Yeah, a disaster is a terrible thing to waste. And when we hit these catastrophic moments in our lives, even if the catastrophe isn’t a single thing but is these multiple overlapping issues, which is what it sounds like in your case, it is a forcing function for us to seriously learn, even in, let’s call it the preamble of this conversation, you illustrated the idea that we only learn when we experienced some kind of failure. And I mean that’s sort of literally true, that expectation failure is the only time in which we learn because what we expect to happen doesn’t happen, and therefore there is a gap, and therefore there is something, a question, something to deal with. And if the expectation failure is painful enough, then there is a tremendous opportunity, and we might not seek those tremendous opportunities in our lives. But nevertheless, it seems like that’s what leads to transformative learning moments, and that seems to be what happened to you. What did I get wrong?

Eduardo Briceño:

I would agree completely with you. Looking back at that period, at the time, it felt to me like the worst thing that could be happening to me; everything was going so well, and all of a sudden I’m risking not having my hands. And I thought that was a horrible thing. And looking back, I realized it was such a great thing because I am in such a better place now. 

For one thing, if I had stayed on that path, I probably would’ve ended up with a heart attack in my fifties, let alone the health. But just the experience of life, of feeling a sense of meaning and purpose is right now, and so many things, feeling like I’m really at a much deeper level of happiness. And that wouldn’t have happened without that crisis. 

And what I wonder is, so that has happened a few times. The things that have been crises have really come with some really great lessons. And one way that a mentor of mine, Chip Conley, talks about that is, what is this challenge trying to teach me? And he tries to figure out what is this challenge trying to teach me. And I love that question, but what I also wonder is, is it possible sometimes for us to learn these lessons without having to go through the crisis? And I don’t have a definitive answer to that. I hope the answer is yes.

Greg McKeown:

I think we can seek a state of mind and heart that something like brokenness, right, broken heart, contrite spirit, open mind, we can choose that. I believe that. And if we don’t choose it, eventually, it gets chosen for us, but it’s a cheaper way to learn if we can get into that state without life requiring it of us. 

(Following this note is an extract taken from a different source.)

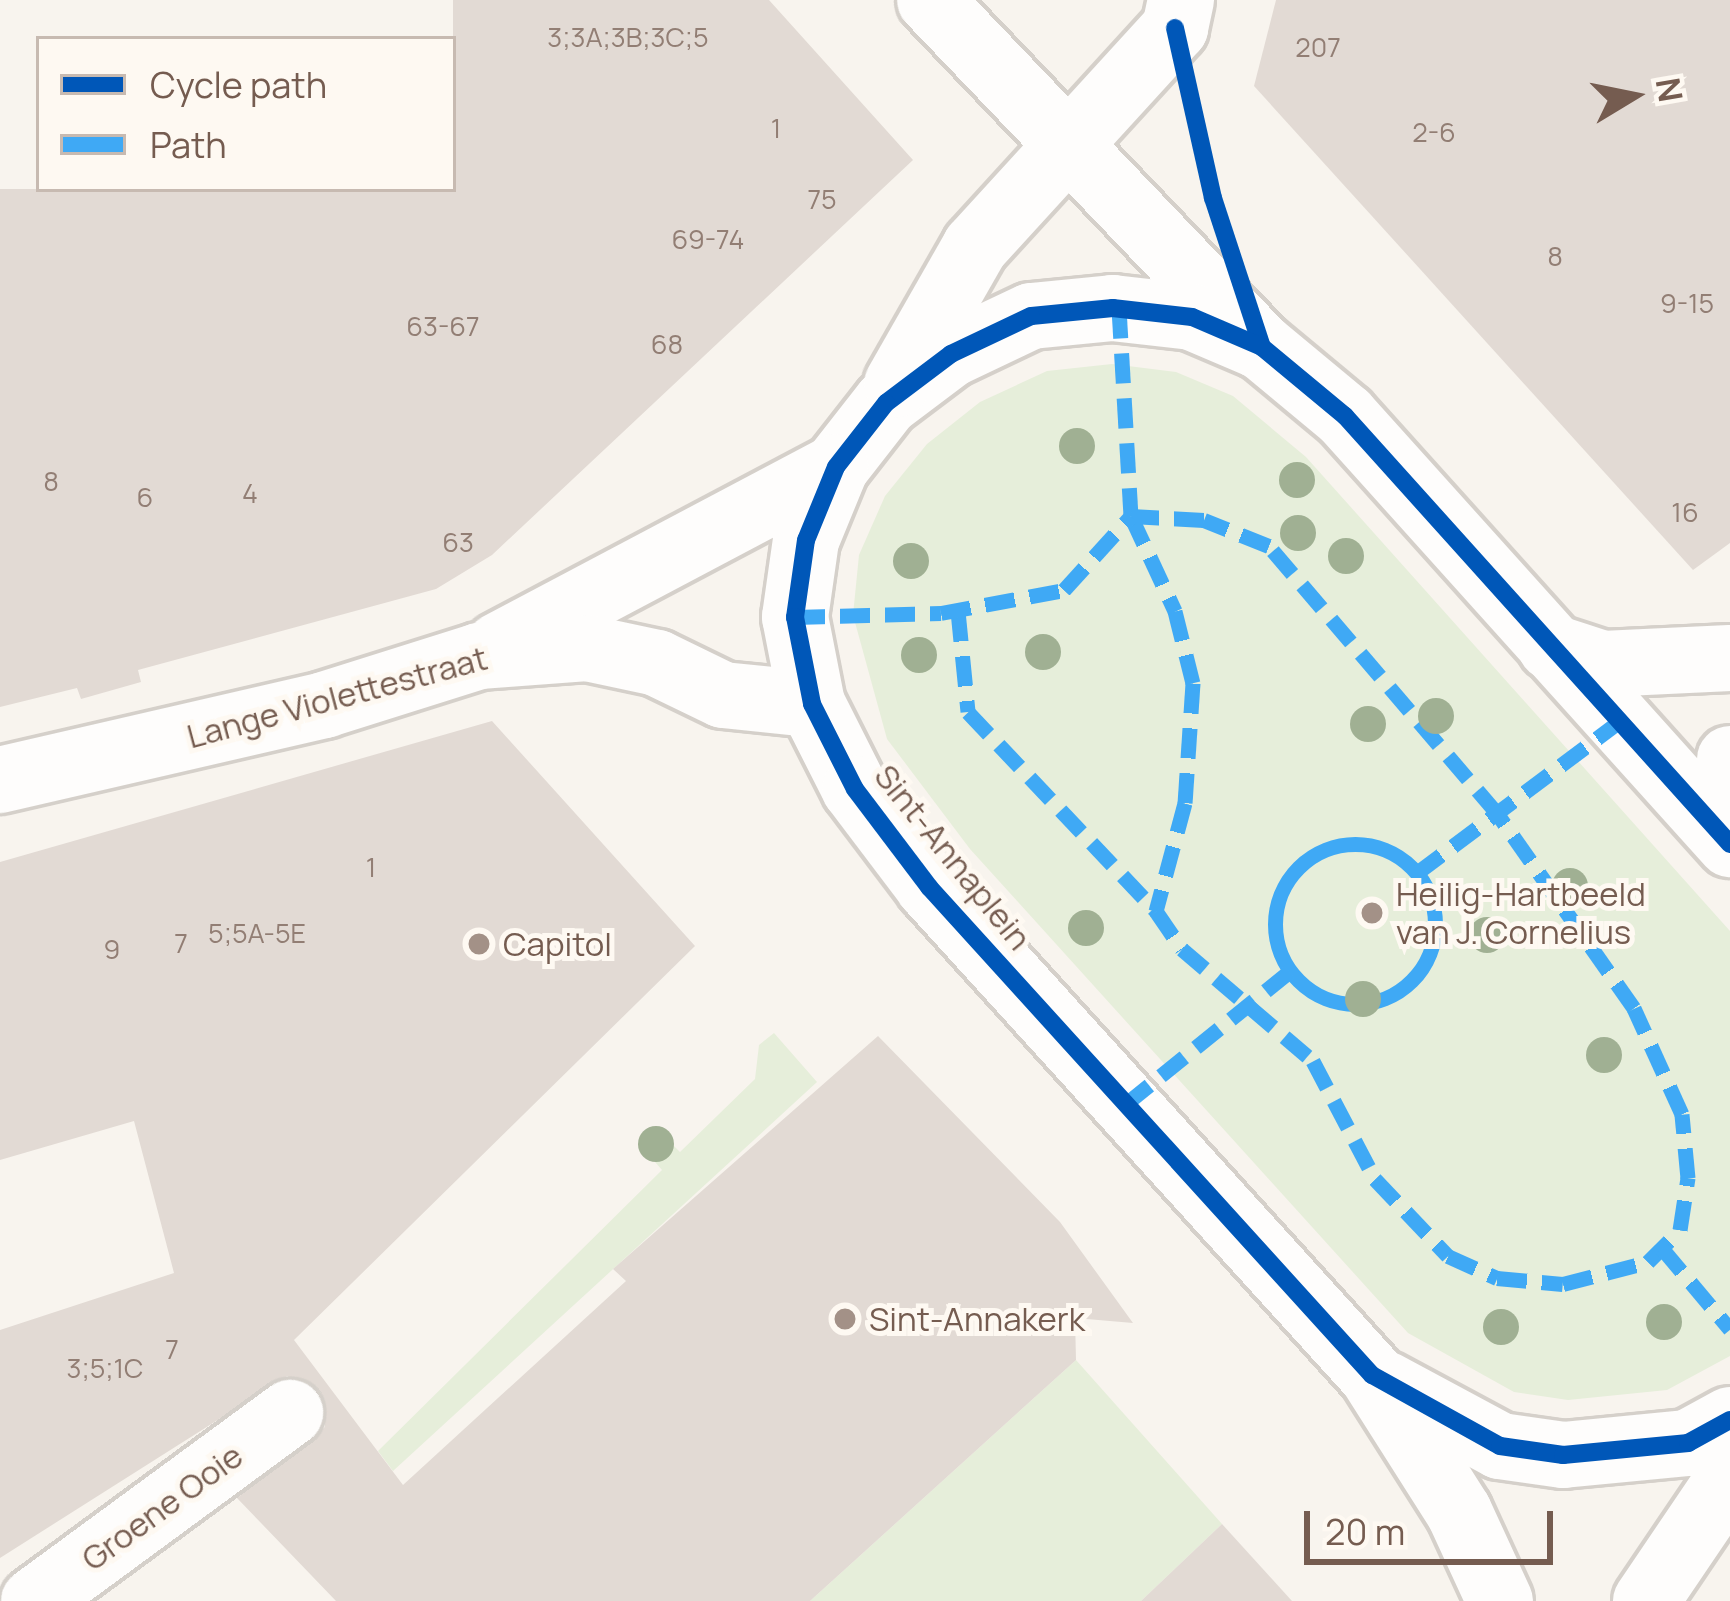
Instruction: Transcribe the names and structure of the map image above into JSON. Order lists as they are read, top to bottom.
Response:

I love that you mentioned Chip Conley. I had him on the podcast here, 84, for those who want to go back and listen to that conversation about the great midlife edit that we talked about when we last had ’em on here. 

Let’s go back to this core structure. You talk about it in a TED talk that you gave that’s called How to Get Better at the Things You Care About. Can you talk more about what you shared in that? Talk about these two types of learning, how they work together, and how important they both are?

Eduardo Briceño:

Absolutely. Yeah. We sometimes tend to think that the reason somebody becomes great at something is because they spend a lot of time doing that thing, and that’s why they become so good. So if a tennis player is fantastic at what they do, it’s because they have spent 10,000 hours or however many hours playing tennis. And what the research shows is that’s not true. The reason somebody becomes great at playing tennis it’s because they spend a good amount of time doing something very different from playing tennis. 

So when you have an athlete working to win a match, they’re in a tournament, which is when we see them, they’re trying to do the moves. They already know well. They’re trying to avoid mistakes, which means they’re going to try to not do those moves that they’re having trouble with, and they’re just trying to win, and they’re trying to minimize mistakes. That’s what they call the performance zone. 

And then after the game, though, what we don’t see is they go to their coach, and they say, “Coach, I have to work on this move that I was trying to avoid during the match.” 

Now, this is what I need to work on right now. And that’s a very different activity, a very different level of attention that we do during the performance zone. And what most of us get caught up in life is just we’re always performing. We’re always trying to do the things that we know work well or that we do best, trying to minimize mistakes, and that leads to stagnation.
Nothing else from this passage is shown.